Macroeconomia

Algumas lições de 2008 para a crise atual

13 mar 2020

Há grande apreensão sobre o impacto do coronavírus que se espalhou no mundo e chegou ao Brasil atingindo a economia brasileira em estágio de desaceleração. A Arábia Saudita decidiu aumentar a produção do petróleo desestabilizando o mercado e colocando em dúvida a viabilidade da produção em vários países. A resposta ideal de política econômica está em entender a profundidade e a duração desses eventos.

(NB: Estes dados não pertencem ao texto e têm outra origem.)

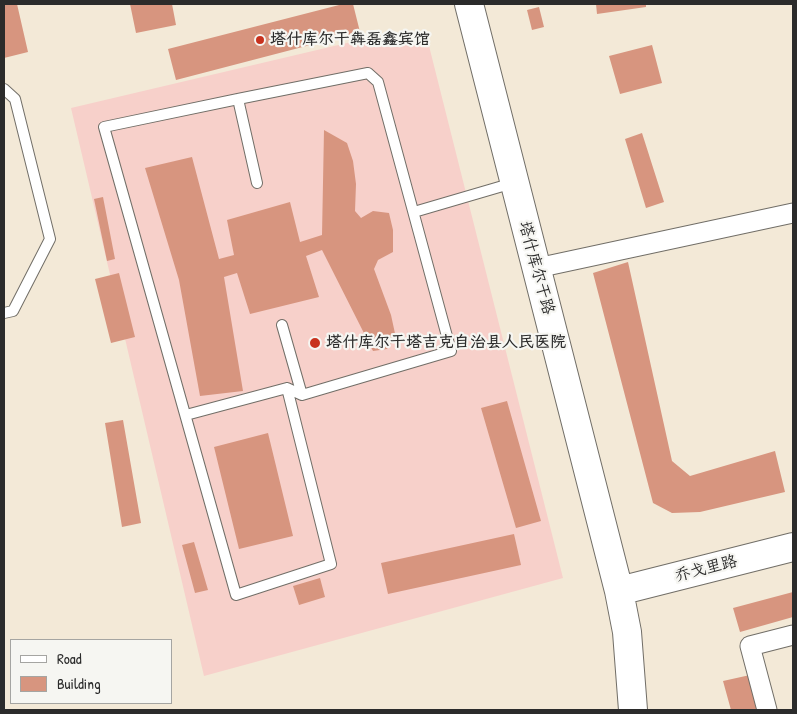 <!DOCTYPE html>
<html>
<head>
<meta charset="utf-8">
<style>
  body { margin:0 }
  #map { position:relative; width:797px; height:714px; overflow:hidden; background:#f3e9d7; font-family:"Patrick Hand",sans-serif }
  canvas { display:block }
  .frame { position:absolute; inset:0; border:5px solid #2b2b2b; pointer-events:none }
  .legend { position:absolute; left:10px; top:639px; width:162px; height:65px; box-sizing:border-box; background:#f6f6f2; border:1px solid #a5a5a2; margin:0; padding:6px 9px; list-style:none; font-size:15px; color:#2b2b2b }
  .legend li { display:flex; align-items:center; gap:10px; height:25px }
  .legend b { width:25px; border:1px solid #a5a5a2 }
</style>
</head>
<body>
<div id="map">
<canvas width="797" height="714"></canvas>
<div class="frame"></div>
<ul class="legend">
<li><b style="height:6px;background:#fff"></b>Road</li>
<li><b style="height:14px;background:#d7957f"></b>Building</li>
</ul>
</div>
<script>
const context = document.querySelector('canvas').getContext('2d');
context.lineJoin = 'round';
function paint(path, color) { context.fillStyle = color; context.fill(path, 'evenodd'); }
function stroke(path, color, width, dash) { context.strokeStyle = color; context.lineWidth = width; context.lineCap = dash ? 'butt' : 'round'; context.setLineDash(dash || []); context.stroke(path); }
function drawText(font, color, halo, rows, align = 'center') {
  context.font = font + ' "Patrick Hand","LXGW WenKai TC",sans-serif'; context.lineWidth = 4.5; context.setLineDash([]); context.textBaseline = 'middle'; context.strokeStyle = halo; context.fillStyle = color; for (const [text, x, y, turn = 0] of rows) {
    context.save(); context.translate(x, y); context.rotate((+turn || 0) * Math.PI / 180); context.textAlign = isNaN(turn) ? turn : align; if (halo) context.strokeText(text, 0, 0); context.fillText(text, 0, 0); context.restore();
  }
}
const built = new Path2D(`
  M 426,34 L 563,578 L 204,676 L 71,108 L 368,38 L 371,47 Z`);
const building = new Path2D(`
  M 4,4 L 17,4 L 28,52 L 4,58 Z
  M 130,4 L 172,4 L 176,25 L 136,33 Z
  M 343,4 L 353,4 L 360,32 L 176,80 L 168,49 Z
  M 596,4 L 646,4 L 646,7 L 597,14 Z
  M 539,7 L 544,27 L 532,30 L 527,10 Z
  M 652,45 L 662,83 L 620,94 L 609,56 Z
  M 324,130 L 347,143 L 353,161 L 356,184 L 355,211 L 361,218 L 373,211 L 389,213 L 393,230 L 393,252 L 378,260 L 374,269 L 391,315 L 396,338 L 387,349 L 373,351 L 322,250 L 306,256 L 319,297 L 250,314 L 237,273 L 224,277 L 243,391 L 200,396 L 179,280 L 145,168 L 192,157 L 219,259 L 234,255 L 227,220 L 290,202 L 300,242 L 322,235 Z
  M 642,133 L 664,202 L 646,208 L 625,139 Z
  M 103,197 L 115,259 L 107,261 L 94,199 Z
  M 628,262 L 672,461 L 690,476 L 775,451 L 785,492 L 700,512 L 672,513 L 653,503 L 593,273 Z
  M 119,273 L 135,337 L 111,343 L 95,279 Z
  M 507,401 L 541,521 L 516,528 L 481,408 Z
  M 123,420 L 141,523 L 122,527 L 105,423 Z
  M 268,433 L 293,536 L 239,549 L 214,447 Z
  M 514,534 L 521,565 L 388,594 L 381,563 Z
  M 194,542 L 208,590 L 195,593 L 182,545 Z
  M 320,578 L 325,597 L 299,605 L 293,586 Z
  M 793,592 L 793,617 L 740,632 L 733,608 Z
  M 750,675 L 760,710 L 731,710 L 723,681 Z`);
const lane = new Path2D(`
  M 4,89 L 15,99 L 50,239 L 13,311 L 4,313
  M 238,99 L 257,183
  M 414,212 L 513,183
  M 282,325 L 302,395
  M 186,415 L 287,388 L 302,395 L 451,351 L 378,82 L 368,73 L 238,99 L 104,127 L 236,595 L 331,564 L 287,388`);
const street = new Path2D(`
  M 537,268 L 793,213
  M 767,710 L 750,646 L 793,635`);
const secondary = new Path2D(`
  M 469,4 L 619,591 L 627,632 L 633,710
  M 619,591 L 793,547`);
const markers = [
  [260,40,5,"#c8321e"],
  [315,343,6,"#c8321e"]
];
const poiNames = [
  ["塔什库尔干犇磊鑫宾馆",270,40],
  ["塔什库尔干塔吉克自治县人民医院",326,343]
];
const streetNames = [
  ["塔什库尔干路",536,268,75],
  ["乔戈里路",706,569,-14]
];
paint(built, '#f7d0ca');
paint(building, '#d7957f');
stroke(lane, '#716e67', 12);
stroke(street, '#716e67', 21);
stroke(secondary, '#716e67', 30);
stroke(lane, '#fff', 10);
stroke(street, '#fff', 19);
stroke(secondary, '#fff', 28);
for (const [x, y, r, color] of markers) { const dot = new Path2D(); dot.arc(x, y, r, 0, 2 * Math.PI); context.fillStyle = color; context.fill(dot); stroke(dot, '#f6f6f2', 2); }
drawText('bold 16px', '#2b2b2b', '#f6f6f2', poiNames, 'left');
drawText('16px', '#2b2b2b', '#f6f6f2', streetNames);
</script>
</body>
</html> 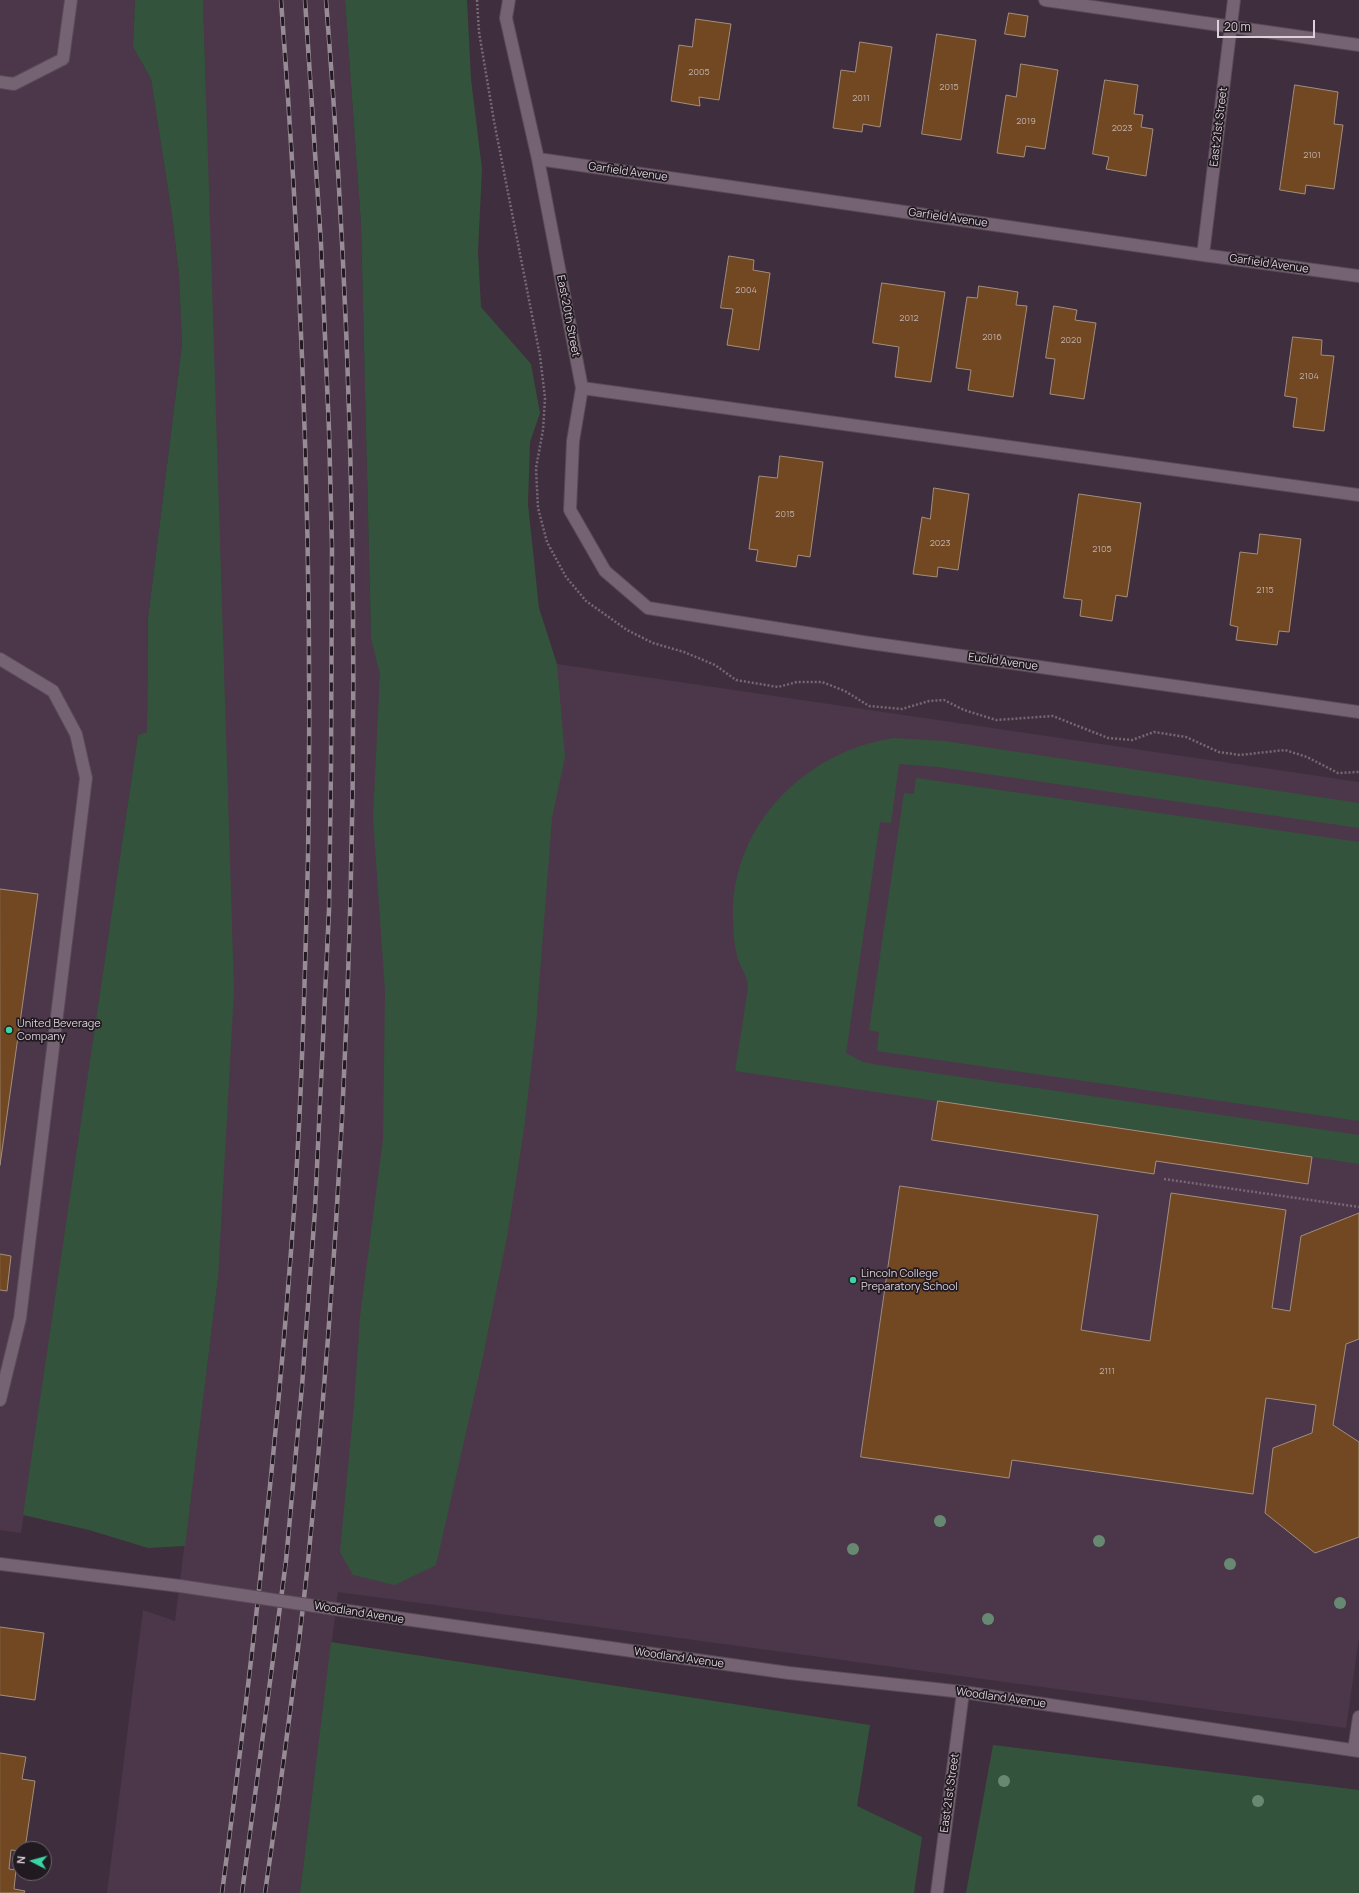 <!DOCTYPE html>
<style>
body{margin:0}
#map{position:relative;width:1359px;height:1893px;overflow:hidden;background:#3f2e3d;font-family:Manrope,sans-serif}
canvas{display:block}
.north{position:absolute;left:12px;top:1841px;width:40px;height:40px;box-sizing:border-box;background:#211a20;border:1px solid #6c636b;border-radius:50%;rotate:276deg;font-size:11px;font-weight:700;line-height:16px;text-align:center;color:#dcd1db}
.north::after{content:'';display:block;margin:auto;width:14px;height:18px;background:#3ad4a5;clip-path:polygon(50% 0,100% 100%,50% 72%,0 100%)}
.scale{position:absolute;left:1217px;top:20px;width:98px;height:18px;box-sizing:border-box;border:2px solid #dcd1db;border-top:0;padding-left:5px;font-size:12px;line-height:14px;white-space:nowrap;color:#dcd1db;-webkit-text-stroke:3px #211a20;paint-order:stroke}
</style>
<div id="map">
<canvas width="1359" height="1893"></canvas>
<div class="north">N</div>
<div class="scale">20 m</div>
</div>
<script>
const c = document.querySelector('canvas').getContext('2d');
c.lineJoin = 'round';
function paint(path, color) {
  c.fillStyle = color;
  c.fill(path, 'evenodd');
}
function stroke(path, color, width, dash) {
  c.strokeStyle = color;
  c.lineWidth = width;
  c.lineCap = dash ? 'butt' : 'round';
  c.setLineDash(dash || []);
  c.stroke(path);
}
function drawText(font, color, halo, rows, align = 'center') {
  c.font = font + ' Manrope,sans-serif';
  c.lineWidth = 3.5;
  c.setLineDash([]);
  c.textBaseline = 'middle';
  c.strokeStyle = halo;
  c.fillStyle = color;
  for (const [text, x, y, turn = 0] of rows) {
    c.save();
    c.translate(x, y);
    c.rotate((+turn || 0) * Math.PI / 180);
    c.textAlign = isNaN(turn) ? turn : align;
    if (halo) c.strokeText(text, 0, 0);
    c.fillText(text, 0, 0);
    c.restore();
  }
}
paint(new Path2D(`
 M0,0h135l-2,47 18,32 21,136 7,60 3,69 -34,274 -1,114 -9,3 -117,798 -21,-3z
 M203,0h142l16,224 10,414 186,26 802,118v856l-13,90 -1008,-136 -38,301h-193l36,-283 32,11 43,-343 -12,-1177z`), '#4c374a');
paint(new Path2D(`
 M135,0h68l31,990 -16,288 -33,268 -37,2 -59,-18 -66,-15 115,-780 9,-3 1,-114 34,-274 -3,-69 -7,-60 -21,-136 -18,-32z
 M345,0h122l4,79 11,90 -4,82 3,56 50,57 9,49 -10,29 -2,62 11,104 18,56 8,93 -13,61 -16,207 -12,104 -17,108 -26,129 -45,199 -41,20 -42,-10 -13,-23 14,-147 6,-88 23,-178 2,-148 -12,-174 7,-143 -9,-36 -10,-414z
 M894,738l50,3 415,62v25l-420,-61 -40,-3 -8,59 -11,-1 -34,231 17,9 15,3 481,70v29l-624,-93c3,-19 6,-38 9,-57 1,-8 3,-18 4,-27 0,-9 -7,-20 -10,-28 -4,-14 -5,-30 -5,-45 0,-91 74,-163 161,-176z
 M916,778l443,64v279l-482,-70 2,-19 -10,-2 35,-237 10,1z
 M331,1642l539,83 -13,81 65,31 -8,56h-614z
 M993,1745l366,45v103h-393z`), '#34533c');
const building = new Path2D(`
 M1009,13l19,3 -3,21 -20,-3z
 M696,19l35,5 -12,76 -20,-3 1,9 -29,-5 8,-56 13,2z
 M937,34l39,6 -15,100 -39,-6z
 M860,42l32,5 -12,80 -17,-3 -1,8 -29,-4 8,-58 14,2z
 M1021,64l37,6 -13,79 -19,-3 -2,11 -27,-4 9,-58 10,2z
 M1105,80l33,5 -4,29 9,1 -2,12 12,2 -7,47 -40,-7 3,-12 -16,-3z
 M1295,85l43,7 -4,32 9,1 -9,64 -28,-4 -1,9 -25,-4z
 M729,256l25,4 -1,10 17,3 -11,77 -32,-5 6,-36 -12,-1z
 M882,283l63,9 -14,90 -36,-5 4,-30 -26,-4z
 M979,286l39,6 -2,13 11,1 -14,91 -45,-7 3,-20 -15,-2 11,-71 10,1z
 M1054,306l23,4 -2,10 21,3 -12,76 -34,-5 5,-35 -9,-1z
 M1293,337l29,3 -1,15 13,1 -10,75 -31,-4 4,-29 -12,-2z
 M780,456l43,6 -13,95 -12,-2 -2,12 -40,-6 2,-11 -9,-1 10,-73 18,2z
 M934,488l35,6 -11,76 -20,-3 -1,10 -24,-3 9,-57 8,2z
 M1079,494l62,9 -14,94 -11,-2 -4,26 -32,-5 2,-16 -18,-2z
 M1260,534l41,5 -12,93 -10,-1 -2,14 -41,-5 2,-13 -8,-2 10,-73 17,2z
 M0,889l38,5 -38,271z
 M938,1101l374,56 -4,27 -152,-23 -2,13 -222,-34z
 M900,1186l198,29 -17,115 69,11 21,-148 115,17 -14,98 18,3 11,-75 58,-23v126l-13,5 -13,81 26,17v95l-44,16 -50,-40 8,-65 39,-15 4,-28 -50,-7 -13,96 -241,-34 -3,18 -148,-21z
 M0,1254l11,2 -4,35 -7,-1z
 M0,1627l44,6 -9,67 -35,-5z
 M0,1753l26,4 -4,22 13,2 -10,68h-5v2l-9,-1 -2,19 7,1 -2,19 11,2 -1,2h-24z`);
paint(building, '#714822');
stroke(building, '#a38e7d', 1);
const minor = new Path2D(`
 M509,0l-3,18 32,141 44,229 -9,53 -3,69 35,61 43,37 215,34 496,70
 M1045,0l314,45
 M0,82l14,2 49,-25 8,-59
 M538,159l665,96 156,21
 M1203,255l31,-255
 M582,388l777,107
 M0,659l53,32 23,43 10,44 -66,540 -20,82
 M0,1564l180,22
 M369,1614l420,59 174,19 396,59
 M1354,1750l5,-33
 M937,1893l26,-201`);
stroke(minor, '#594a57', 14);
stroke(new Path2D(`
 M477,0l2,32 15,89 46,235 5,42 -2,32 -7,38 2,40 9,34 19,35 20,24 41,29 26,13 31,9 31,13 21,15 42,7 19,-5h25l23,9 24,15 33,3 27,-8 15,-1 20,10 32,10 57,-4 55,22 24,2 22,-8 32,5 33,15 21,3 45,-5 22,7 31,16 21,-1
 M1164,1179l195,28`), '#776875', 2.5, [2, 2]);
stroke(minor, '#756273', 12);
const rail = new Path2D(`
 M222,1893c30,-227 56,-454 72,-683 8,-117 11,-235 14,-352 5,-286 -5,-573 -27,-858
 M242,1893l44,-332 16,-175 13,-176 14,-300 2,-142 1,-221 -3,-117 -8,-186 -16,-244
 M265,1893c16,-110 31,-220 43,-331 53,-519 60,-1042 18,-1562`);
stroke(rail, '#988a96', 4.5);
stroke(rail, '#211a20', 3, [9]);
const minorBridge = new Path2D(`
 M180,1586l189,28`);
stroke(minorBridge, '#594a57', 14, []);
stroke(minorBridge, '#756273', 12);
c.fillStyle = '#688971';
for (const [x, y] of [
 [940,1521],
 [1099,1541],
 [853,1549],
 [1230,1564],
 [1340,1603],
 [988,1619],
 [1004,1781],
 [1258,1801]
]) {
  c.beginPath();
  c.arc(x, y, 6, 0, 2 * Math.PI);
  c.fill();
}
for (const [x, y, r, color] of [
 [9,1030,4,"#3ad4a5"],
 [853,1280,4,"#3ad4a5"]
]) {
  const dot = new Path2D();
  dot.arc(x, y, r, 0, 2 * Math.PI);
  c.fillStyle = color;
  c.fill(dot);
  stroke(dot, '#211a20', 1.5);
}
drawText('9px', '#c1afad', null, [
 ["2005",699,72],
 ["2015",949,87],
 ["2011",861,98],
 ["2019",1026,121],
 ["2023",1122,128],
 ["2101",1312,155],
 ["2004",746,290],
 ["2012",909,318],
 ["2016",992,337],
 ["2020",1071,340],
 ["2104",1309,376],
 ["2015",785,514],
 ["2023",940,543],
 ["2105",1102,549],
 ["2115",1265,590],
 ["2111",1107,1371]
]);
drawText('11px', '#dcd1db', '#211a20', [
 ["East 21st Street",1219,127,-83],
 ["Garfield Avenue",628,172,8],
 ["Garfield Avenue",948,218,8],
 ["Garfield Avenue",1269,264,8],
 ["East 20th Street",568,316,79],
 ["Euclid Avenue",1003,662,8],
 ["Woodland Avenue",359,1613,9],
 ["Woodland Avenue",679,1658,8],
 ["Woodland Avenue",1001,1698,8],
 ["East 21st Street",950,1793,-82]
]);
drawText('11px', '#dcd1db', '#211a20', [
 ["United Beverage",17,1024],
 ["Company",17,1037],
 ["Lincoln College",861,1274],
 ["Preparatory School",861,1287]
], 'left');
</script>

A crise atinge o Brasil de várias formas. Um choque financeiro com queda da bolsa de valores, que entrou em circuit breaker por quatro vezes na última semana, e a depreciação da taxa de câmbio. Esse choque financeiro levará à forte restrição de crédito. Por um lado, o faturamento das empresas cai e a demanda por capital de giro se eleva. Por outro lado, a oferta de crédito se contrai: a incerteza se eleva e o risco aumenta pois há dificuldade de entender quais agentes estão mais expostos, em particular, no segmento de médias e pequenas empresas. O terceiro efeito, ocorre sobre a desaceleração da atividade e da inflação que já se situava bem abaixo da meta.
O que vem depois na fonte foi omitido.